──────── INPUT MATERIAL ────────

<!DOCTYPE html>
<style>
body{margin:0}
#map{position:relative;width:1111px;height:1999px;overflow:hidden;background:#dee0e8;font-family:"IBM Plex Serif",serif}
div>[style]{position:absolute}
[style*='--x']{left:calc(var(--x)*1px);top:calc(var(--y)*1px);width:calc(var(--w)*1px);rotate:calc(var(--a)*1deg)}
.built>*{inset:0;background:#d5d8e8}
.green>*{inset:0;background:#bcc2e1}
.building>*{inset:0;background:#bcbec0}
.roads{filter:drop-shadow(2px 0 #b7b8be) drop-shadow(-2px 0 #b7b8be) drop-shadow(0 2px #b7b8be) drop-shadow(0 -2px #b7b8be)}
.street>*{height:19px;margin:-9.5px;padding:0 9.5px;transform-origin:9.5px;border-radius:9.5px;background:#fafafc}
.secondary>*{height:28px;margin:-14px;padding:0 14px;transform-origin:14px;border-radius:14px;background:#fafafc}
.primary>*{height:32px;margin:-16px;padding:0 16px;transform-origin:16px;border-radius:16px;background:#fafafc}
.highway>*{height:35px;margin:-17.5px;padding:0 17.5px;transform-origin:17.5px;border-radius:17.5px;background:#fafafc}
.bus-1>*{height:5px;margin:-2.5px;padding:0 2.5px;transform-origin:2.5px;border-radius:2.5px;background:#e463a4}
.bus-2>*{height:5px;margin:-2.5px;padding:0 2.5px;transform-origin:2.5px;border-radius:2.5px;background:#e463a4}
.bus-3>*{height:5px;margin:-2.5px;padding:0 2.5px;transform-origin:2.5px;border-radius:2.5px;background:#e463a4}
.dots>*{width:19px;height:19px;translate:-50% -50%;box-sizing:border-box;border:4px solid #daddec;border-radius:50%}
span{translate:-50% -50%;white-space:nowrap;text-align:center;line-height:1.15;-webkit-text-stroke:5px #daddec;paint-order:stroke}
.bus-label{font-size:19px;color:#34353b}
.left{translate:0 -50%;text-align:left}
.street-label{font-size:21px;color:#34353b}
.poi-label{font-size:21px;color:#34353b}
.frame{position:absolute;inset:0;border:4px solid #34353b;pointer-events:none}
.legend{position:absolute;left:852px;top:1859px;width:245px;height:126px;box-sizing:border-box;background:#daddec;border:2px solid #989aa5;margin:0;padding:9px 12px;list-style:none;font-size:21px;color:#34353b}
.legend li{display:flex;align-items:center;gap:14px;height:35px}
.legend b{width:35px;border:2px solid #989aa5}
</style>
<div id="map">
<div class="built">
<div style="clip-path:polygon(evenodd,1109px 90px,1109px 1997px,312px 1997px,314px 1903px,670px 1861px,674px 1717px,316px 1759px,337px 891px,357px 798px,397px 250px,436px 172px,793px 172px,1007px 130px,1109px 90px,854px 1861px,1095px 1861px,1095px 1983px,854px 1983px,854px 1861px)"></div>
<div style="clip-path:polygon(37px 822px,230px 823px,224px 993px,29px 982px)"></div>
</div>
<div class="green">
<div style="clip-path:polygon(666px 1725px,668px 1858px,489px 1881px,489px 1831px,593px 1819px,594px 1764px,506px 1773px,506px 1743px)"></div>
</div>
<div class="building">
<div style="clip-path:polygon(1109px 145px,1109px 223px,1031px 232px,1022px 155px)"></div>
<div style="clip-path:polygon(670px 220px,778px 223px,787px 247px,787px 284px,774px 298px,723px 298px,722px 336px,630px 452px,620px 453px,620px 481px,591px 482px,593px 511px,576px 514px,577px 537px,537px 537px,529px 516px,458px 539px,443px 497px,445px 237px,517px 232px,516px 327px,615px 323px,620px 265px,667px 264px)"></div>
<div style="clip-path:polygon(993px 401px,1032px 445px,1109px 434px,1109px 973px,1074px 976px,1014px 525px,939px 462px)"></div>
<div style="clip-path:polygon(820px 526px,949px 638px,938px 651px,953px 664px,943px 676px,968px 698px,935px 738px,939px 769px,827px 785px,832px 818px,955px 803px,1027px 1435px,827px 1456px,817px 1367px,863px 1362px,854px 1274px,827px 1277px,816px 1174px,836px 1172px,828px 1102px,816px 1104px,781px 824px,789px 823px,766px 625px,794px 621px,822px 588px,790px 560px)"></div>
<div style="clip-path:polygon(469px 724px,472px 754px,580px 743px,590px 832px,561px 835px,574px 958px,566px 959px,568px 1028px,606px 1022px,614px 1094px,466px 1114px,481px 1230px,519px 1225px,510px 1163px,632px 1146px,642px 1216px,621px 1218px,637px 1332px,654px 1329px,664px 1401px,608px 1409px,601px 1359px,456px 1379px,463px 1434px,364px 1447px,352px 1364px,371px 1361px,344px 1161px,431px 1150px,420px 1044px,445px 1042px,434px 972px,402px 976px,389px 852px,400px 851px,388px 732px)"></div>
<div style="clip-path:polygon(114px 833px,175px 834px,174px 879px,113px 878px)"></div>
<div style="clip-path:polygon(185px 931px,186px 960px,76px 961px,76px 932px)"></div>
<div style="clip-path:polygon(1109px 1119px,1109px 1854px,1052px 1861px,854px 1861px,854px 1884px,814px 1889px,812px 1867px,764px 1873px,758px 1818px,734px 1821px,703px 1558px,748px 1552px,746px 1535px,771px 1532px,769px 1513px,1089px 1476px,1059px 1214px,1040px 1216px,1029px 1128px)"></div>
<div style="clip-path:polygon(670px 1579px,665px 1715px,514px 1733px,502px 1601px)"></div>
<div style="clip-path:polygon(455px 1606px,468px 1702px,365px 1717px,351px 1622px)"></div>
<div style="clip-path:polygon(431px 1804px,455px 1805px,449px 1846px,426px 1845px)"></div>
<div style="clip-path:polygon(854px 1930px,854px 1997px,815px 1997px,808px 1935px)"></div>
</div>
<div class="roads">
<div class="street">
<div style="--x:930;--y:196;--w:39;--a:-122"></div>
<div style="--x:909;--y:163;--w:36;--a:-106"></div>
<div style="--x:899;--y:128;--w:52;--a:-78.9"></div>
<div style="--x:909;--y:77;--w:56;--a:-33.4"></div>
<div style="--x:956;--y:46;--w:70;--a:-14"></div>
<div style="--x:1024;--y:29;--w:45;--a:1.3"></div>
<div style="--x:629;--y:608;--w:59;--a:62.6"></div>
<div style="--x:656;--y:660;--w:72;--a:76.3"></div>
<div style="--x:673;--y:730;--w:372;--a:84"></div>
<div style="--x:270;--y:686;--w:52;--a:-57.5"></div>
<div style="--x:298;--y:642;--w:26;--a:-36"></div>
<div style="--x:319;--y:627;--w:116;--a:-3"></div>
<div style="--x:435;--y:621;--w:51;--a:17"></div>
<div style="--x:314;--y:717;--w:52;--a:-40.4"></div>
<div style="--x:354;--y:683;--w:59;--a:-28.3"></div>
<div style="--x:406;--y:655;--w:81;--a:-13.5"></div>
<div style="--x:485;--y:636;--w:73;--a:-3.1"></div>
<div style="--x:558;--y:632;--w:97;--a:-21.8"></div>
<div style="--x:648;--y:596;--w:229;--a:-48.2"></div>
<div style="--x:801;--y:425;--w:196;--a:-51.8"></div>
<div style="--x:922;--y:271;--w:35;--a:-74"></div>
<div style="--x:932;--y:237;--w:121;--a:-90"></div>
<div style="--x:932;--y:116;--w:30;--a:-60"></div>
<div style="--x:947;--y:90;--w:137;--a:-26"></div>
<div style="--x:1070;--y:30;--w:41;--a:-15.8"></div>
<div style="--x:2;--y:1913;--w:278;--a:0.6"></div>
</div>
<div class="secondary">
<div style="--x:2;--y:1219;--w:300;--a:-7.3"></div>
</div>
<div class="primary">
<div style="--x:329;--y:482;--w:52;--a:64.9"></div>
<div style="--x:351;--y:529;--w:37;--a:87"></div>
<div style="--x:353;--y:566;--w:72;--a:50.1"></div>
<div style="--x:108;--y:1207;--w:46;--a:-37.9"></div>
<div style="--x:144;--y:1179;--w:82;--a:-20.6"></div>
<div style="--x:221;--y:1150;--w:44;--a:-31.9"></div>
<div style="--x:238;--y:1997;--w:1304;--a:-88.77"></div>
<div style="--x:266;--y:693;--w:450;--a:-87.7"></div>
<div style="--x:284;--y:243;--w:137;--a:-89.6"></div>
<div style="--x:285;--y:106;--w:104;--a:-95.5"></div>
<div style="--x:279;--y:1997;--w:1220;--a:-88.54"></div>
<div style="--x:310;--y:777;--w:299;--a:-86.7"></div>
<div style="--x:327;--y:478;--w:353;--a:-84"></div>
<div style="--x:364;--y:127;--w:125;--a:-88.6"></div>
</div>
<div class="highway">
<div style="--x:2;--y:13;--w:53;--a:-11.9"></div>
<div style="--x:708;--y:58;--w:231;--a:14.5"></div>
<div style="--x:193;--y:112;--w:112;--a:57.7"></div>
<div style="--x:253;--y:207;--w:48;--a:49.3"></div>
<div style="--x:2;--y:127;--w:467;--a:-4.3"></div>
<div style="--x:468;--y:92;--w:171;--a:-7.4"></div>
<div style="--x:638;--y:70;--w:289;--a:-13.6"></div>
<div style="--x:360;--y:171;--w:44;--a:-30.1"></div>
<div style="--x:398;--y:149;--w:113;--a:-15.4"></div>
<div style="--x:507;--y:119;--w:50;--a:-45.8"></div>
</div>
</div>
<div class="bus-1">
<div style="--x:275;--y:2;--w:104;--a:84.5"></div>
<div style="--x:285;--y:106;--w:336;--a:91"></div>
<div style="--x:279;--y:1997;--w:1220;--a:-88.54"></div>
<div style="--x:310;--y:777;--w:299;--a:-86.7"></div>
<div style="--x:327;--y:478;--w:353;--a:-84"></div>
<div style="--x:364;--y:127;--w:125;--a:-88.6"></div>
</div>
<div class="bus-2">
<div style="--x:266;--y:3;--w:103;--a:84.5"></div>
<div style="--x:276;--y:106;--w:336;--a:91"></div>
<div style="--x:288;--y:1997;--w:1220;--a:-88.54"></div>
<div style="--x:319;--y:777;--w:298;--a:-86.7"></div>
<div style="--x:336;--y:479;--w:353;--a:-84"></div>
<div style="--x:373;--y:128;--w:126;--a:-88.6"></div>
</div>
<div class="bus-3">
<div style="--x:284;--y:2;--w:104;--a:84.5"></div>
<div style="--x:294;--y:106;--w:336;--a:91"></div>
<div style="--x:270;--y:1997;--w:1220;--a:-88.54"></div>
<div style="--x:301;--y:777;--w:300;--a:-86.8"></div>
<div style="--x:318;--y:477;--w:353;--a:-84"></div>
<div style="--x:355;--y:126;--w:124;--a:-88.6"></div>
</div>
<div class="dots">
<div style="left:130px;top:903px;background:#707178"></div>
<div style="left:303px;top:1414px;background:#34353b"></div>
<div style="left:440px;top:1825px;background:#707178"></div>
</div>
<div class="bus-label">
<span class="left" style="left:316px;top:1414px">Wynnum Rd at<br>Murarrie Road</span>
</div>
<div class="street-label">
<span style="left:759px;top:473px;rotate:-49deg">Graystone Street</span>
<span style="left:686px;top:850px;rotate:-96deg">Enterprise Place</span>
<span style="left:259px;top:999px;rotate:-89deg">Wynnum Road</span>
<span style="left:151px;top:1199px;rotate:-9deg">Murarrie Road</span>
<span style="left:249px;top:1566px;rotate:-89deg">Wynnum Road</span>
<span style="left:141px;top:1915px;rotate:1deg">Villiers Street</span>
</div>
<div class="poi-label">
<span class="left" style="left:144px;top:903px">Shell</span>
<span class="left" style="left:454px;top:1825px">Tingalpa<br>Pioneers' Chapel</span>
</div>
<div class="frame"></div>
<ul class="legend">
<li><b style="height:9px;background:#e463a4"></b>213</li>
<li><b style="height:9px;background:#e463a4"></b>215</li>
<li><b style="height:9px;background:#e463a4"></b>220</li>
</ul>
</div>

────────

Please output an exact copy of the lines above, from the opening line of the data down to the line that contains "0 #b7b8be) drop-shadow(-2px".

◆ OUTPUT:
<!DOCTYPE html>
<style>
body{margin:0}
#map{position:relative;width:1111px;height:1999px;overflow:hidden;background:#dee0e8;font-family:"IBM Plex Serif",serif}
div>[style]{position:absolute}
[style*='--x']{left:calc(var(--x)*1px);top:calc(var(--y)*1px);width:calc(var(--w)*1px);rotate:calc(var(--a)*1deg)}
.built>*{inset:0;background:#d5d8e8}
.green>*{inset:0;background:#bcc2e1}
.building>*{inset:0;background:#bcbec0}
.roads{filter:drop-shadow(2px 0 #b7b8be) drop-shadow(-2px 0 #b7b8be) drop-shadow(0 2px #b7b8be) drop-shadow(0 -2px #b7b8be)}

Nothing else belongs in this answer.